▶ _Stored items_
----
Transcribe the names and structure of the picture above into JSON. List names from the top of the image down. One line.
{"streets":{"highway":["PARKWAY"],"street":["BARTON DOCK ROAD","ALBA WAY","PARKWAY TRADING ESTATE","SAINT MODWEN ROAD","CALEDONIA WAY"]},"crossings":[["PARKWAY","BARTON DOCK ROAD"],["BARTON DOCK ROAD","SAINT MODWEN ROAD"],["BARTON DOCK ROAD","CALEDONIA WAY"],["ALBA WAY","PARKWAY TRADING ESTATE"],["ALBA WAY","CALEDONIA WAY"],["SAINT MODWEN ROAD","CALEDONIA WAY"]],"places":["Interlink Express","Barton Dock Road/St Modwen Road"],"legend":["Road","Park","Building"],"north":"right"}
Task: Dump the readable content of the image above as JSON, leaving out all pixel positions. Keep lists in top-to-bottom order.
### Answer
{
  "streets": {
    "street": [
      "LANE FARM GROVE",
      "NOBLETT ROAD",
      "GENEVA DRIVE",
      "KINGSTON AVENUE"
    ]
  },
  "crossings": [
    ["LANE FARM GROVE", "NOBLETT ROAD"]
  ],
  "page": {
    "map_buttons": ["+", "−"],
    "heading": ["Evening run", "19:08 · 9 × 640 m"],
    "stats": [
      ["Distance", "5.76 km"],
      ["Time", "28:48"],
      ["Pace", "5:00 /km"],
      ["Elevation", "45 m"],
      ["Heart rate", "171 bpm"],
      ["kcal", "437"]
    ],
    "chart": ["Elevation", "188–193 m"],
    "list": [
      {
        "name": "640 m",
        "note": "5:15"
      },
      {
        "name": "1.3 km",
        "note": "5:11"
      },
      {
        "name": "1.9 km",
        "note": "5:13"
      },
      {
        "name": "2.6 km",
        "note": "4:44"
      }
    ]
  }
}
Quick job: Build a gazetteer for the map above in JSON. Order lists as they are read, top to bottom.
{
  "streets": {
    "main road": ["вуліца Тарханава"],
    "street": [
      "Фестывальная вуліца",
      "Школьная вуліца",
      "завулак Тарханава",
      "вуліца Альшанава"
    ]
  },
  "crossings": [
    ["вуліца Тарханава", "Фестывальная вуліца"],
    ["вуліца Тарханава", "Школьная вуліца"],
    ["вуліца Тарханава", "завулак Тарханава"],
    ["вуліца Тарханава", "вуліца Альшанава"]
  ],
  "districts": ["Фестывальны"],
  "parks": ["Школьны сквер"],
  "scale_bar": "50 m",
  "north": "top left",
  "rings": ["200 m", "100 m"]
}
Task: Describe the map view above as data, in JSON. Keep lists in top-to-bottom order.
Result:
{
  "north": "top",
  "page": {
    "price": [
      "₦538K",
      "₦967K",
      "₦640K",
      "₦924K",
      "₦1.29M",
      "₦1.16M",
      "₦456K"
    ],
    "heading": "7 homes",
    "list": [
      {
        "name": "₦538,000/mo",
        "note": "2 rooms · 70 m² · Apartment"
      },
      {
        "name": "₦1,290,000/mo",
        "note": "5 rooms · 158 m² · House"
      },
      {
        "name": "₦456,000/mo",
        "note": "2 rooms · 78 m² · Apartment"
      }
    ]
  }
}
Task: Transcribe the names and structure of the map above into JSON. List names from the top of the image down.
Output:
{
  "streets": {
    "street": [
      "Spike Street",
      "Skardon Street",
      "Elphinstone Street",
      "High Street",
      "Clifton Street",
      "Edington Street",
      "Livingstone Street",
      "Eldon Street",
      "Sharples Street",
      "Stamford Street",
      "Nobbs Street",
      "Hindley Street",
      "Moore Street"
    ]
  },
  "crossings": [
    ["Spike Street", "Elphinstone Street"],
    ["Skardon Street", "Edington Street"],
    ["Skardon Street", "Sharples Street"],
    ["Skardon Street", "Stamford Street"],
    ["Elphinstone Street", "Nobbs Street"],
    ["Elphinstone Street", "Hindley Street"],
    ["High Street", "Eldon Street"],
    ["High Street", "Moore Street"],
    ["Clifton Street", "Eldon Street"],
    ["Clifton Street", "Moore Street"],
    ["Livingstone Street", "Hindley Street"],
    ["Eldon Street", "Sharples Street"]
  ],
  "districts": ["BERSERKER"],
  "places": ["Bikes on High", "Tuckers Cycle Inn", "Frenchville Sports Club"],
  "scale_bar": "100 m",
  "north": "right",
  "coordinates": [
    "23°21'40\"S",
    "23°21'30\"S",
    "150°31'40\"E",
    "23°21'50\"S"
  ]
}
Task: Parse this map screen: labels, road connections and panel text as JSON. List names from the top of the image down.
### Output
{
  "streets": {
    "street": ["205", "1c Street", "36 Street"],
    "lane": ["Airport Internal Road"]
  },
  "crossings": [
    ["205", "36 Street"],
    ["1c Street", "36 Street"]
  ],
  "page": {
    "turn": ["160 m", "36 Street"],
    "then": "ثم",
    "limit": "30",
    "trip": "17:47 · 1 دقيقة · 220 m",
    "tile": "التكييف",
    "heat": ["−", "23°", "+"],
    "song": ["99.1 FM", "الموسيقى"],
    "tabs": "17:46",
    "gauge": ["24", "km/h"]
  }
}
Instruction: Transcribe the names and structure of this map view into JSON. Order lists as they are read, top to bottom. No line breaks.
----
▶ _Try it_
Could you output the records in full, exactly as written?

▶ _Expected output_
Transcribe the names and structure of the picture above into JSON. List names from the top of the image down. One line.
{"streets":{"highway":["PARKWAY"],"street":["BARTON DOCK ROAD","ALBA WAY","PARKWAY TRADING ESTATE","SAINT MODWEN ROAD","CALEDONIA WAY"]},"crossings":[["PARKWAY","BARTON DOCK ROAD"],["BARTON DOCK ROAD","SAINT MODWEN ROAD"],["BARTON DOCK ROAD","CALEDONIA WAY"],["ALBA WAY","PARKWAY TRADING ESTATE"],["ALBA WAY","CALEDONIA WAY"],["SAINT MODWEN ROAD","CALEDONIA WAY"]],"places":["Interlink Express","Barton Dock Road/St Modwen Road"],"legend":["Road","Park","Building"],"north":"right"}
Task: Dump the readable content of the image above as JSON, leaving out all pixel positions. Keep lists in top-to-bottom order.
### Answer
{
  "streets": {
    "street": [
      "LANE FARM GROVE",
      "NOBLETT ROAD",
      "GENEVA DRIVE",
      "KINGSTON AVENUE"
    ]
  },
  "crossings": [
    ["LANE FARM GROVE", "NOBLETT ROAD"]
  ],
  "page": {
    "map_buttons": ["+", "−"],
    "heading": ["Evening run", "19:08 · 9 × 640 m"],
    "stats": [
      ["Distance", "5.76 km"],
      ["Time", "28:48"],
      ["Pace", "5:00 /km"],
      ["Elevation", "45 m"],
      ["Heart rate", "171 bpm"],
      ["kcal", "437"]
    ],
    "chart": ["Elevation", "188–193 m"],
    "list": [
      {
        "name": "640 m",
        "note": "5:15"
      },
      {
        "name": "1.3 km",
        "note": "5:11"
      },
      {
        "name": "1.9 km",
        "note": "5:13"
      },
      {
        "name": "2.6 km",
        "note": "4:44"
      }
    ]
  }
}
Quick job: Build a gazetteer for the map above in JSON. Order lists as they are read, top to bottom.
{
  "streets": {
    "main road": ["вуліца Тарханава"],
    "street": [
      "Фестывальная вуліца",
      "Школьная вуліца",
      "завулак Тарханава",
      "вуліца Альшанава"
    ]
  },
  "crossings": [
    ["вуліца Тарханава", "Фестывальная вуліца"],
    ["вуліца Тарханава", "Школьная вуліца"],
    ["вуліца Тарханава", "завулак Тарханава"],
    ["вуліца Тарханава", "вуліца Альшанава"]
  ],
  "districts": ["Фестывальны"],
  "parks": ["Школьны сквер"],
  "scale_bar": "50 m",
  "north": "top left",
  "rings": ["200 m", "100 m"]
}
Task: Describe the map view above as data, in JSON. Keep lists in top-to-bottom order.
Result:
{
  "north": "top",
  "page": {
    "price": [
      "₦538K",
      "₦967K",
      "₦640K",
      "₦924K",
      "₦1.29M",
      "₦1.16M",
      "₦456K"
    ],
    "heading": "7 homes",
    "list": [
      {
        "name": "₦538,000/mo",
        "note": "2 rooms · 70 m² · Apartment"
      },
      {
        "name": "₦1,290,000/mo",
        "note": "5 rooms · 158 m² · House"
      },
      {
        "name": "₦456,000/mo",
        "note": "2 rooms · 78 m² · Apartment"
      }
    ]
  }
}
Task: Transcribe the names and structure of the map above into JSON. List names from the top of the image down.
Output:
{
  "streets": {
    "street": [
      "Spike Street",
      "Skardon Street",
      "Elphinstone Street",
      "High Street",
      "Clifton Street",
      "Edington Street",
      "Livingstone Street",
      "Eldon Street",
      "Sharples Street",
      "Stamford Street",
      "Nobbs Street",
      "Hindley Street",
      "Moore Street"
    ]
  },
  "crossings": [
    ["Spike Street", "Elphinstone Street"],
    ["Skardon Street", "Edington Street"],
    ["Skardon Street", "Sharples Street"],
    ["Skardon Street", "Stamford Street"],
    ["Elphinstone Street", "Nobbs Street"],
    ["Elphinstone Street", "Hindley Street"],
    ["High Street", "Eldon Street"],
    ["High Street", "Moore Street"],
    ["Clifton Street", "Eldon Street"],
    ["Clifton Street", "Moore Street"],
    ["Livingstone Street", "Hindley Street"],
    ["Eldon Street", "Sharples Street"]
  ],
  "districts": ["BERSERKER"],
  "places": ["Bikes on High", "Tuckers Cycle Inn", "Frenchville Sports Club"],
  "scale_bar": "100 m",
  "north": "right",
  "coordinates": [
    "23°21'40\"S",
    "23°21'30\"S",
    "150°31'40\"E",
    "23°21'50\"S"
  ]
}
Task: Parse this map screen: labels, road connections and panel text as JSON. List names from the top of the image down.
### Output
{
  "streets": {
    "street": ["205", "1c Street", "36 Street"],
    "lane": ["Airport Internal Road"]
  },
  "crossings": [
    ["205", "36 Street"],
    ["1c Street", "36 Street"]
  ],
  "page": {
    "turn": ["160 m", "36 Street"],
    "then": "ثم",
    "limit": "30",
    "trip": "17:47 · 1 دقيقة · 220 m",
    "tile": "التكييف",
    "heat": ["−", "23°", "+"],
    "song": ["99.1 FM", "الموسيقى"],
    "tabs": "17:46",
    "gauge": ["24", "km/h"]
  }
}
Instruction: Transcribe the names and structure of this map view into JSON. Order lists as they are read, top to bottom. No line breaks.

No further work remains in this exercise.